WORK ORDER: Every line of the following records that includes "strokeText" should be copied.

#### DATA EXTRACTS

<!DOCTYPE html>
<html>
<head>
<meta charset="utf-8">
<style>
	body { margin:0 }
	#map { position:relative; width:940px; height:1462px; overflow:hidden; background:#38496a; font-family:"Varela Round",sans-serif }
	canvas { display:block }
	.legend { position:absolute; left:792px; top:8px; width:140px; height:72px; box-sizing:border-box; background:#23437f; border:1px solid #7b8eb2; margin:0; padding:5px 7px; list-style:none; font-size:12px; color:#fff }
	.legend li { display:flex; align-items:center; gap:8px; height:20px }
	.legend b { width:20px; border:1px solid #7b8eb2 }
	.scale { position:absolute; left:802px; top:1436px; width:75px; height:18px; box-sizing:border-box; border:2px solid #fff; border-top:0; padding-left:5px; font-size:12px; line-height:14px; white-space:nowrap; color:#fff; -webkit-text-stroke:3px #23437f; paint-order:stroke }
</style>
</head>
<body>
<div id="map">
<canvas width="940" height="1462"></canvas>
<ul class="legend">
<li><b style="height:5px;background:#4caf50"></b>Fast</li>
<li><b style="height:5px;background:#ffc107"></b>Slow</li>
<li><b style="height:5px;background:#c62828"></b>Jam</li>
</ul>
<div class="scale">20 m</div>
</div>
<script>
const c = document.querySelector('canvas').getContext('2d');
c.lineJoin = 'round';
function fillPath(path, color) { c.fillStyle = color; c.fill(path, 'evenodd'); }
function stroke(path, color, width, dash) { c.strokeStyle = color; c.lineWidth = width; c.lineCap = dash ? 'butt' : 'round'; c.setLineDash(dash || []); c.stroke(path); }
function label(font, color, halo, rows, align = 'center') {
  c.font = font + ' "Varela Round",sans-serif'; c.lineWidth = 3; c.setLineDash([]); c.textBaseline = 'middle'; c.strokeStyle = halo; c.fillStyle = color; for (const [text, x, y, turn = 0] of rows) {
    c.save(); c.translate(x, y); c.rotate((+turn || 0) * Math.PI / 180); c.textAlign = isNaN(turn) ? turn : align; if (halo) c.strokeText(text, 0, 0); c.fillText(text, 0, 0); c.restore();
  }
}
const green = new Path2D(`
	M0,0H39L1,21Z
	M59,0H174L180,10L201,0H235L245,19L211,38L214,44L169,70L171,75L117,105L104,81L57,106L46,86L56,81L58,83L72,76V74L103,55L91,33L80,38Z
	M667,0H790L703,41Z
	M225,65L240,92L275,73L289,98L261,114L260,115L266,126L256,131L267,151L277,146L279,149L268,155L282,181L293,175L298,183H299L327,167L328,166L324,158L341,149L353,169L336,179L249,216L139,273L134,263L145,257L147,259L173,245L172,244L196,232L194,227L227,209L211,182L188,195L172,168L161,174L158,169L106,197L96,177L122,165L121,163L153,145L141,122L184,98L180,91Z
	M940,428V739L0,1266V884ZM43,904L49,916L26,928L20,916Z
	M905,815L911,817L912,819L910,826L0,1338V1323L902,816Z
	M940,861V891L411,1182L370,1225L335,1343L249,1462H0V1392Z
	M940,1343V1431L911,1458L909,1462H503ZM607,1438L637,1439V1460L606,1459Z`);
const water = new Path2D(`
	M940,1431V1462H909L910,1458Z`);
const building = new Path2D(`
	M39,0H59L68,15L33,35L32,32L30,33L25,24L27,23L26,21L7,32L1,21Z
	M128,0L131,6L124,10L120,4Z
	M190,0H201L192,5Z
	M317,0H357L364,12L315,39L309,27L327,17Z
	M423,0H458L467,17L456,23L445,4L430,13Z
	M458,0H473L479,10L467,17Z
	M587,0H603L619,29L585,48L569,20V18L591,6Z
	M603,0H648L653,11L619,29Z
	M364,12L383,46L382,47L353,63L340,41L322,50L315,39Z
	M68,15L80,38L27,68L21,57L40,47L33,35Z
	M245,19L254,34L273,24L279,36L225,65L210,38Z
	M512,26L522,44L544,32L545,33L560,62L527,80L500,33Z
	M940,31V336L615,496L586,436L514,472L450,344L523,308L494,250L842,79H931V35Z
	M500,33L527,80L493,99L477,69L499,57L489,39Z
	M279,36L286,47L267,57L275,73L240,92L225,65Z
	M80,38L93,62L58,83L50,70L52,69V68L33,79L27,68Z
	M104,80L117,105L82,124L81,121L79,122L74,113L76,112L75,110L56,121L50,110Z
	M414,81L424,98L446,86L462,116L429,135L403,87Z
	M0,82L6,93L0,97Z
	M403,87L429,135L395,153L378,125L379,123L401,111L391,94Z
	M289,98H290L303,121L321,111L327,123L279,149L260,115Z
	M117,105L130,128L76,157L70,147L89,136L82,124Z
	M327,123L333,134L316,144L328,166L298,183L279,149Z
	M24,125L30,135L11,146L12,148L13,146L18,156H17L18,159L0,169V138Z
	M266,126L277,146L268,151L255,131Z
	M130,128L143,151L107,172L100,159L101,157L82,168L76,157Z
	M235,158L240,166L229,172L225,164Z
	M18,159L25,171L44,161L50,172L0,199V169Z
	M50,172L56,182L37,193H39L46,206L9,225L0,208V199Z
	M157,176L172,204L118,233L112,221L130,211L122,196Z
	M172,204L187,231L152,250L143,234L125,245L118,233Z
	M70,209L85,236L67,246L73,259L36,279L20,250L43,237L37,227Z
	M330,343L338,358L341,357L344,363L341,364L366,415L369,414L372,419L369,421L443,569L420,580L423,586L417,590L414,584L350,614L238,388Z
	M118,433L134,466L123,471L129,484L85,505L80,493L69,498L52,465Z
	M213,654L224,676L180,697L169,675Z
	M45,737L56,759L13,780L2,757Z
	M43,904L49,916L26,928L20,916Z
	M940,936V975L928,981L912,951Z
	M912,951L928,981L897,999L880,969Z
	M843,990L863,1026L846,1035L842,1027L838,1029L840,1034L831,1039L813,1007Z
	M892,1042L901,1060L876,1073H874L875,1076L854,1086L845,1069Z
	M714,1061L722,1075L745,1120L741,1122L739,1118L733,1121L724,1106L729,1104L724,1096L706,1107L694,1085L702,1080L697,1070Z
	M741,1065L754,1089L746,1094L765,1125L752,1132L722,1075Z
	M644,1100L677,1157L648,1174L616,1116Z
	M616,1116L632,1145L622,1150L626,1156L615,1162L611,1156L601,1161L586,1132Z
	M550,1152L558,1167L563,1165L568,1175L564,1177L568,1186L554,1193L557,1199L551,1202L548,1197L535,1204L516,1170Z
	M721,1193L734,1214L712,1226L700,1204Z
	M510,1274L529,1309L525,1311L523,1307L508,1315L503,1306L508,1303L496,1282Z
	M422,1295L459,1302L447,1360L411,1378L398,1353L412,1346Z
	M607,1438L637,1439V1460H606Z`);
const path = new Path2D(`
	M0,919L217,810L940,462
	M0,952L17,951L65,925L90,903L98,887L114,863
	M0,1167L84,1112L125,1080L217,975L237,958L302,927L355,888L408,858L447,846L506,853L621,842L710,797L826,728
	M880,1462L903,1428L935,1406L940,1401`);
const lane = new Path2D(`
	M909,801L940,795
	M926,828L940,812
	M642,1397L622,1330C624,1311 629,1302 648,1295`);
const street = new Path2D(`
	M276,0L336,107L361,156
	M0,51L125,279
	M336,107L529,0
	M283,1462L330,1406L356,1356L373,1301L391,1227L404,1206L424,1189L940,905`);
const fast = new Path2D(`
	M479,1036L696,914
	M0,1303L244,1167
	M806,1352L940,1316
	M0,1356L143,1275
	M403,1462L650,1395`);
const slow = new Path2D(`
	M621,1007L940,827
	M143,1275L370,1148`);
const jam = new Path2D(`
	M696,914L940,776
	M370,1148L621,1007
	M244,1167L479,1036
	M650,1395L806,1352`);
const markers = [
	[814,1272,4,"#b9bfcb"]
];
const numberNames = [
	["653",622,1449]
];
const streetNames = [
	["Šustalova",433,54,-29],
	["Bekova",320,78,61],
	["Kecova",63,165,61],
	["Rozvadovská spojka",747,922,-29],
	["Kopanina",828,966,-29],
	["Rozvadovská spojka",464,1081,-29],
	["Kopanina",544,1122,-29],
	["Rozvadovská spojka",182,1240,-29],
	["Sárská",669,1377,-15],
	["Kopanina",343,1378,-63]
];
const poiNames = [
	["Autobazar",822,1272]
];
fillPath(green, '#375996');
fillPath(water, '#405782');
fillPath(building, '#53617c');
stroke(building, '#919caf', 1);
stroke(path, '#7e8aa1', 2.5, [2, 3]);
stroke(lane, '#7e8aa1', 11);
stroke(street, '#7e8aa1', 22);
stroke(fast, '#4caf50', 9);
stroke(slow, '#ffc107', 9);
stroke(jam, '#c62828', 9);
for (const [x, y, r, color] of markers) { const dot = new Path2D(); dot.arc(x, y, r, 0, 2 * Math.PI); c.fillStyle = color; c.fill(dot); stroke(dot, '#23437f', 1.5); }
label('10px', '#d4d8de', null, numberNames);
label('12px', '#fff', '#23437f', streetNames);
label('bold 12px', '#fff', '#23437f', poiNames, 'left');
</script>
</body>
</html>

########
#### DATA EXTRACTS

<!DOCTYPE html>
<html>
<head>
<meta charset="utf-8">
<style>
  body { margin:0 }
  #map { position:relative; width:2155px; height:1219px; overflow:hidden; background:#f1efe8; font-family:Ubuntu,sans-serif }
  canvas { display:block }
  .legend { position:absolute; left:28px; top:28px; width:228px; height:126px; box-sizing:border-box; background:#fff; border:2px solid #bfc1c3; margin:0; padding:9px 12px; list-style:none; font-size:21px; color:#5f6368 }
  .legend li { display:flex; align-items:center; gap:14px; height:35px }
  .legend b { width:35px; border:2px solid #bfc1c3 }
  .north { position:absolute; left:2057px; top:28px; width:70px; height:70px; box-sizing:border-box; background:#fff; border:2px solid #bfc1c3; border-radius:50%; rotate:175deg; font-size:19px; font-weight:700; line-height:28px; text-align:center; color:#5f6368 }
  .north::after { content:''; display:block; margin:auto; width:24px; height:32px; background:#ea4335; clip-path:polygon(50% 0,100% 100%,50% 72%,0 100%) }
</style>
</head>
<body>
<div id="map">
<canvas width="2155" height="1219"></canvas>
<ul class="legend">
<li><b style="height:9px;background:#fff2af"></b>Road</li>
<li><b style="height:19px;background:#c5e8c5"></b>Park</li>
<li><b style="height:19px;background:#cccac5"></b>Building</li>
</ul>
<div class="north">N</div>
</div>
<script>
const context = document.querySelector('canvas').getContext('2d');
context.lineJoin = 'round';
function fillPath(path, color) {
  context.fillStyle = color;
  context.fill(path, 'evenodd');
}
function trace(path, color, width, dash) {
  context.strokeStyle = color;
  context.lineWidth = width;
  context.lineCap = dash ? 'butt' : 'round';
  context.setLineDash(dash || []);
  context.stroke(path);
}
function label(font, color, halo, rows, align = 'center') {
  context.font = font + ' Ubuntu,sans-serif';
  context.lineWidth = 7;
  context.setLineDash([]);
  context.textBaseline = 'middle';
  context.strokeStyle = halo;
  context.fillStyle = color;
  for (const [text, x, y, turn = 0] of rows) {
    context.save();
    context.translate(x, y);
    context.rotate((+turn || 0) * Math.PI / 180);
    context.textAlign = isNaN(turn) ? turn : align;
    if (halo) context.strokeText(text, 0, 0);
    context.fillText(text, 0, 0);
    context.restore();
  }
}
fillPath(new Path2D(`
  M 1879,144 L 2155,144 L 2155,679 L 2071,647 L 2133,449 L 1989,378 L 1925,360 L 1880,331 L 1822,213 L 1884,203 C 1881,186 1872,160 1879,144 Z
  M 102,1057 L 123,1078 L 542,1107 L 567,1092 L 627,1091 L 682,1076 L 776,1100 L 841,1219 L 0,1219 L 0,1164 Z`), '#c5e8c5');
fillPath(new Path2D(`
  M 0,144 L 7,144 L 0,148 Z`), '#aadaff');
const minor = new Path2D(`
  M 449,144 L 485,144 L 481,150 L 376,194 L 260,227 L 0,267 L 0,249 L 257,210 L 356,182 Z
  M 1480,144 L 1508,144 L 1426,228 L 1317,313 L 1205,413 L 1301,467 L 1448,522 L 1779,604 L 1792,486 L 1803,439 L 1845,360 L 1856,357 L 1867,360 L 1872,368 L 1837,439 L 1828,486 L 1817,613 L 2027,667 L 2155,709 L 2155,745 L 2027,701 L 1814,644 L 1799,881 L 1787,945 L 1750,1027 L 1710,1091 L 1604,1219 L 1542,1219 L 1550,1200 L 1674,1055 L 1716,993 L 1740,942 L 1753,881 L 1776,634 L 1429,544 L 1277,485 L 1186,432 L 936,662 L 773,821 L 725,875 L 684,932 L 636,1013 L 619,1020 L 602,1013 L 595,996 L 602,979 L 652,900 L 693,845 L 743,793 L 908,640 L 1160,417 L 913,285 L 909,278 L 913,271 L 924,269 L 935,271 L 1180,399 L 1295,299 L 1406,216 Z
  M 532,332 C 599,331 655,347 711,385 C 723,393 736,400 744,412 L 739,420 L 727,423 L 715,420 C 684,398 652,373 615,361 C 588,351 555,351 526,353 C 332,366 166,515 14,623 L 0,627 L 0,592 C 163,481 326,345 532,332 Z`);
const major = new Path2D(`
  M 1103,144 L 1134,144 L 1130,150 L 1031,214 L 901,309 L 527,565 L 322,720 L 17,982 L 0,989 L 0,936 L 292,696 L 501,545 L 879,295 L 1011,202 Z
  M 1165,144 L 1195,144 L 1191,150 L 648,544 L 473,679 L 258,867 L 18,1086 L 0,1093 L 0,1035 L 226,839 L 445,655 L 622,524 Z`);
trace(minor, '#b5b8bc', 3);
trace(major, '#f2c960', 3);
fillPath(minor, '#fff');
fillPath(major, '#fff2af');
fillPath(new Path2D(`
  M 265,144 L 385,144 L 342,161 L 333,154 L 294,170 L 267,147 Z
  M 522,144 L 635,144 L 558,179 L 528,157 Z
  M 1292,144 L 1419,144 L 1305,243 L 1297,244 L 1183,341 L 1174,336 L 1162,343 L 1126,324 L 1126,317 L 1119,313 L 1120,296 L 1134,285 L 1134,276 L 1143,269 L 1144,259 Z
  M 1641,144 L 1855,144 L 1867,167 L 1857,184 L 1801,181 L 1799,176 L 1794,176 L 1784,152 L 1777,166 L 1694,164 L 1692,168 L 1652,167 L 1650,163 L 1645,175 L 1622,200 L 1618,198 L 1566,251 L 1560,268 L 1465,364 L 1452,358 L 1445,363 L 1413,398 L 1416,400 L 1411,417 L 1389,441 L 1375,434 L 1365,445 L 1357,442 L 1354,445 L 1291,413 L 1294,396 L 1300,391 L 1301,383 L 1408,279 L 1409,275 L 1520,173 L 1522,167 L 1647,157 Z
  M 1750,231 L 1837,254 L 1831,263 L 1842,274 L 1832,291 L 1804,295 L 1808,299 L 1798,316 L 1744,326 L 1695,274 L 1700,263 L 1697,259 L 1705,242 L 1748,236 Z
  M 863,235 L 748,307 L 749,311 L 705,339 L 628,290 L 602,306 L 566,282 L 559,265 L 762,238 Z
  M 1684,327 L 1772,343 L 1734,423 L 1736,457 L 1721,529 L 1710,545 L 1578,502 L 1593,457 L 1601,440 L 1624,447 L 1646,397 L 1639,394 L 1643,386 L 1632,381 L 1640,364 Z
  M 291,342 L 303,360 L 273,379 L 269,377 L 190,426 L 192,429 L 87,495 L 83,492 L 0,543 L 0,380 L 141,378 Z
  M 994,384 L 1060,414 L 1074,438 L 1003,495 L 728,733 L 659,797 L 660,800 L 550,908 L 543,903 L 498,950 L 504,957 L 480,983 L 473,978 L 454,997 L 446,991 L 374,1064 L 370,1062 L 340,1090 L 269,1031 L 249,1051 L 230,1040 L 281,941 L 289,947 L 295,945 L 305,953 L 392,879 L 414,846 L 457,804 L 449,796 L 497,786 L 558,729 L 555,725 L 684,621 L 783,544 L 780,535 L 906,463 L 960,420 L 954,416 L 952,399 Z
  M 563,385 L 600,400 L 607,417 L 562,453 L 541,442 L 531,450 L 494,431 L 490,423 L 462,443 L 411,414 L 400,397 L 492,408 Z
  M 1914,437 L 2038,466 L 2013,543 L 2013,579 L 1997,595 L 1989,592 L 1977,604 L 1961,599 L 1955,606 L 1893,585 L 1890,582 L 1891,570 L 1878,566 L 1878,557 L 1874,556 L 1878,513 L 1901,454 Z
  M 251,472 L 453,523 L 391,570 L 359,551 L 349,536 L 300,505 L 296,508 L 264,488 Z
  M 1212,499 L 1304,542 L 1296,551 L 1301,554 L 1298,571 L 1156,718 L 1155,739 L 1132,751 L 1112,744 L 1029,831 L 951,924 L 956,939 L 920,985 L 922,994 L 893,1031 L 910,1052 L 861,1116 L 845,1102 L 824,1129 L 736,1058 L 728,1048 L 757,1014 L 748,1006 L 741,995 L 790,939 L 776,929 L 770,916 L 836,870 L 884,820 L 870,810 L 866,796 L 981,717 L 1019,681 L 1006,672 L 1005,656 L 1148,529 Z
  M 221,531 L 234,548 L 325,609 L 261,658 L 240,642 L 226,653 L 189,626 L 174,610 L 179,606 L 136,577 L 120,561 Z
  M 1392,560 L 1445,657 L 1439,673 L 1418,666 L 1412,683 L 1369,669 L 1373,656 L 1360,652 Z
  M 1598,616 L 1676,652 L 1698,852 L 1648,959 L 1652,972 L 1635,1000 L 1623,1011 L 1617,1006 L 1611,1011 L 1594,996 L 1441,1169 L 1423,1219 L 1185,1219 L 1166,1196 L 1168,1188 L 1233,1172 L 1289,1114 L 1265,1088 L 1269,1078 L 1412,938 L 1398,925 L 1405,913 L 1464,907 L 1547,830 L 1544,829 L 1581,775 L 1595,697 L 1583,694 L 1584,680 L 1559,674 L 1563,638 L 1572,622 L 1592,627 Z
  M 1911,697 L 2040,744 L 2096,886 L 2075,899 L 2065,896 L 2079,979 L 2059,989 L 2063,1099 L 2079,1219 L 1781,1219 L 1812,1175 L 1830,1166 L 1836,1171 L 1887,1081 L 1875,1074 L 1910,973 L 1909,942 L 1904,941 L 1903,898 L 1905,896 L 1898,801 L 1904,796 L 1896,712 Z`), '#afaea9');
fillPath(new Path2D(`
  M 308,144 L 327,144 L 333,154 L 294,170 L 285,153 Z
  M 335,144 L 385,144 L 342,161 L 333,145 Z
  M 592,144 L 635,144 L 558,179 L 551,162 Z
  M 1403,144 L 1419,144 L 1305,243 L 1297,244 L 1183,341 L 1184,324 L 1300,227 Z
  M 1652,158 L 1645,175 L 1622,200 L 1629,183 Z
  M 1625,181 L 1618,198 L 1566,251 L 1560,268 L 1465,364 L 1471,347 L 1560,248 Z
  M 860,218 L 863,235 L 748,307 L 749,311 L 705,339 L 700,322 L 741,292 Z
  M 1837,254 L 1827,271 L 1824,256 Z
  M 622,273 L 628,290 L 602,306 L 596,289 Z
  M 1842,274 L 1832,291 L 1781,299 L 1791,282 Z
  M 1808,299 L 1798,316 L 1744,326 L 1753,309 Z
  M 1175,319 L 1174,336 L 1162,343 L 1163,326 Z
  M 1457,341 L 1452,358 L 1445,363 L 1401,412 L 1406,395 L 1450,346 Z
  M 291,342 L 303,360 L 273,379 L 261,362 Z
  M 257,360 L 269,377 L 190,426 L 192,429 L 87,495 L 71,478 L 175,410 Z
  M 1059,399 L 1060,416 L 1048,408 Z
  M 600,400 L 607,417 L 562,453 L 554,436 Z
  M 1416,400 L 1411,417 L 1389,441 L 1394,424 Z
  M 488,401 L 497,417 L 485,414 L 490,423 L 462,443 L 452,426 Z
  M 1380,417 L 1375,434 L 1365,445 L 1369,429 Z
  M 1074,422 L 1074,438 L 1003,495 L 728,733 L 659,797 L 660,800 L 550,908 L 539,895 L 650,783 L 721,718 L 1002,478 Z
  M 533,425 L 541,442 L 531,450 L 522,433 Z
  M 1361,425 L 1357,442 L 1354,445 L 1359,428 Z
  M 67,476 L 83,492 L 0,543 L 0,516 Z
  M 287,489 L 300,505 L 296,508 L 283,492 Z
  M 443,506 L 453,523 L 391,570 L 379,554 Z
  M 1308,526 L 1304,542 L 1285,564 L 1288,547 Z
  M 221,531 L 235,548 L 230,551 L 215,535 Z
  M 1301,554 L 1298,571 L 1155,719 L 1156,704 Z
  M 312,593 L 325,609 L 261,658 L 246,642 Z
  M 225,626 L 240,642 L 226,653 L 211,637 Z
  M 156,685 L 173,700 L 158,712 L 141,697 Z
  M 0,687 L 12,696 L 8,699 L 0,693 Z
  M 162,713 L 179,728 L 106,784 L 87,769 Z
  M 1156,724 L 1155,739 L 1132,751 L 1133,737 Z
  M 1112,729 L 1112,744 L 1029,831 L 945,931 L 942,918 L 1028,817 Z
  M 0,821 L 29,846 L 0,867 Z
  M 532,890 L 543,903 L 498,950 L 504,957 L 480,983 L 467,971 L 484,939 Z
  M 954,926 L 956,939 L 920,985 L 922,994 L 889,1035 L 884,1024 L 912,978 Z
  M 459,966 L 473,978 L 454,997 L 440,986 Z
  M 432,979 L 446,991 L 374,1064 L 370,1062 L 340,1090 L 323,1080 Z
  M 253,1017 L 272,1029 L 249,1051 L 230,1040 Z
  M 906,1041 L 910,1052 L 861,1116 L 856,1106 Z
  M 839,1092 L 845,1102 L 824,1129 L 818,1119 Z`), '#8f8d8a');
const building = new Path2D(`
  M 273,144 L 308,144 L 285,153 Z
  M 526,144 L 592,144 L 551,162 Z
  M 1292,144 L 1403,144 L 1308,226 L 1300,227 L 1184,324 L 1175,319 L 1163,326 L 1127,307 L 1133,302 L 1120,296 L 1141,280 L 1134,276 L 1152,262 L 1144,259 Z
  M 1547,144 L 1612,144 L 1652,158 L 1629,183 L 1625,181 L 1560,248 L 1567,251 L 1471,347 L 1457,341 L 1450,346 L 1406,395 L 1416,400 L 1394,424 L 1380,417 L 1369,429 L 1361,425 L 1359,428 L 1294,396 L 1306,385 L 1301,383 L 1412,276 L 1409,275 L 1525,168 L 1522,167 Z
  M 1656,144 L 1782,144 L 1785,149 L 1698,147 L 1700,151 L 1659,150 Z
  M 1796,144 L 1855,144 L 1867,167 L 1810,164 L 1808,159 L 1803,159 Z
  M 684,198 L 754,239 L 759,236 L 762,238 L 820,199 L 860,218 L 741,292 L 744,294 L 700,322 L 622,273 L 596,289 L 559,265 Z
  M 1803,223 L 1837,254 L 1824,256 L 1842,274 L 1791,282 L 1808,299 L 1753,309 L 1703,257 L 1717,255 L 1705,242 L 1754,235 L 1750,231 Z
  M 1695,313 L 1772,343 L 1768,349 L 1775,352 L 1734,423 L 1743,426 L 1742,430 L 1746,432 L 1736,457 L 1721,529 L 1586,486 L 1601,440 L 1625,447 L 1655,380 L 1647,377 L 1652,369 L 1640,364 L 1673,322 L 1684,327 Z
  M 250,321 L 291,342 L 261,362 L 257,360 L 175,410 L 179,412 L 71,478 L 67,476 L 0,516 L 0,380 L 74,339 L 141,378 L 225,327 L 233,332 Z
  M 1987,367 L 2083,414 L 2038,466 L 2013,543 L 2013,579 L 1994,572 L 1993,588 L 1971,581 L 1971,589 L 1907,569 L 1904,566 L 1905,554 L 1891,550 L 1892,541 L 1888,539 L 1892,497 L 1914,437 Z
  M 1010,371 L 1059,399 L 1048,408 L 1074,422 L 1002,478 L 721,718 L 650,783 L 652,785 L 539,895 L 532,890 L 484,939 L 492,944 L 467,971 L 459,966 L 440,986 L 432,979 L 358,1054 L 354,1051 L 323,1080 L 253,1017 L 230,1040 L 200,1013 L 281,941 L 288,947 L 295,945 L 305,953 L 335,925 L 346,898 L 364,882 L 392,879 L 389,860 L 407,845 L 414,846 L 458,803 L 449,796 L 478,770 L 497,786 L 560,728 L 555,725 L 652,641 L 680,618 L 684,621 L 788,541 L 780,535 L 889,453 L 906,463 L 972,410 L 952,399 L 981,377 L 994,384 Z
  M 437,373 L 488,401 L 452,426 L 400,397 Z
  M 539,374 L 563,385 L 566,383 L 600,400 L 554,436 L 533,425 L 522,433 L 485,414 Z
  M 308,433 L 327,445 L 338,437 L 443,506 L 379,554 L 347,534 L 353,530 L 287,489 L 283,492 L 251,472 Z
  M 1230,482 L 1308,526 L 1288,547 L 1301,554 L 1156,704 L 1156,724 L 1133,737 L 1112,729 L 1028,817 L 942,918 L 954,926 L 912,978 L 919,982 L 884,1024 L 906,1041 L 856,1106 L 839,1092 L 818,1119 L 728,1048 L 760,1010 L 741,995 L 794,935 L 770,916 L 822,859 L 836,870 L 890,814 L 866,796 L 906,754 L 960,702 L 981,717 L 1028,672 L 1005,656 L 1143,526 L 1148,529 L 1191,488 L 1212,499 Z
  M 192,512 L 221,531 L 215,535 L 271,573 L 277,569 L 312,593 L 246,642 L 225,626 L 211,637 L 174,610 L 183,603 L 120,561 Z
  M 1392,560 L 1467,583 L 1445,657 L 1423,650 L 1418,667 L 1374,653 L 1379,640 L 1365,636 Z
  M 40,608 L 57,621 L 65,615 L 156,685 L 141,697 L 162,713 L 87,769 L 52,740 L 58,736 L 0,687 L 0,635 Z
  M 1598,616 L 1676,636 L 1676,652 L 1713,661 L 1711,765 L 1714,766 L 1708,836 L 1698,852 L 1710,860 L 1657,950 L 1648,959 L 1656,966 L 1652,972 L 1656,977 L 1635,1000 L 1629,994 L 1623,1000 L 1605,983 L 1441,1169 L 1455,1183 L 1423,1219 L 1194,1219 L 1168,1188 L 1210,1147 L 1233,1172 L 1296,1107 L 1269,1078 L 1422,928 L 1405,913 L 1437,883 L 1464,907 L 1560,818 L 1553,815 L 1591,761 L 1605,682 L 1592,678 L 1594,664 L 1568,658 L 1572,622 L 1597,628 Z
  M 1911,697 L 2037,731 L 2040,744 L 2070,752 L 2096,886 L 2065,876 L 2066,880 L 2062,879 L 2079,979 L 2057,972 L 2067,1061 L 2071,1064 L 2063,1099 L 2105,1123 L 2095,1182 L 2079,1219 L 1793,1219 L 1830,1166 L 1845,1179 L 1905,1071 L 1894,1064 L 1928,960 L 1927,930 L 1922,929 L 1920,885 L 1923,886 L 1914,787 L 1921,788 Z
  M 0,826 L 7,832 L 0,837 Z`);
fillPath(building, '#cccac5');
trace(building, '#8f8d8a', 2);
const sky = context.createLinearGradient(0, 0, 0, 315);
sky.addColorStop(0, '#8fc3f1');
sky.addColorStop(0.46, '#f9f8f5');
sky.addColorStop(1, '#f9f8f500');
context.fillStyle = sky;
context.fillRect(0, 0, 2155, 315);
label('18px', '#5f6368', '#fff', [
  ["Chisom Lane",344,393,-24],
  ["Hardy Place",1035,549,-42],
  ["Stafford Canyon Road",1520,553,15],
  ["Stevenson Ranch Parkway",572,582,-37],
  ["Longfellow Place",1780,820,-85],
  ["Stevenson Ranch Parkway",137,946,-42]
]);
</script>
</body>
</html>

########

SOLUTION:
    c.save(); c.translate(x, y); c.rotate((+turn || 0) * Math.PI / 180); c.textAlign = isNaN(turn) ? turn : align; if (halo) c.strokeText(text, 0, 0); c.fillText(text, 0, 0); c.restore();
    if (halo) context.strokeText(text, 0, 0);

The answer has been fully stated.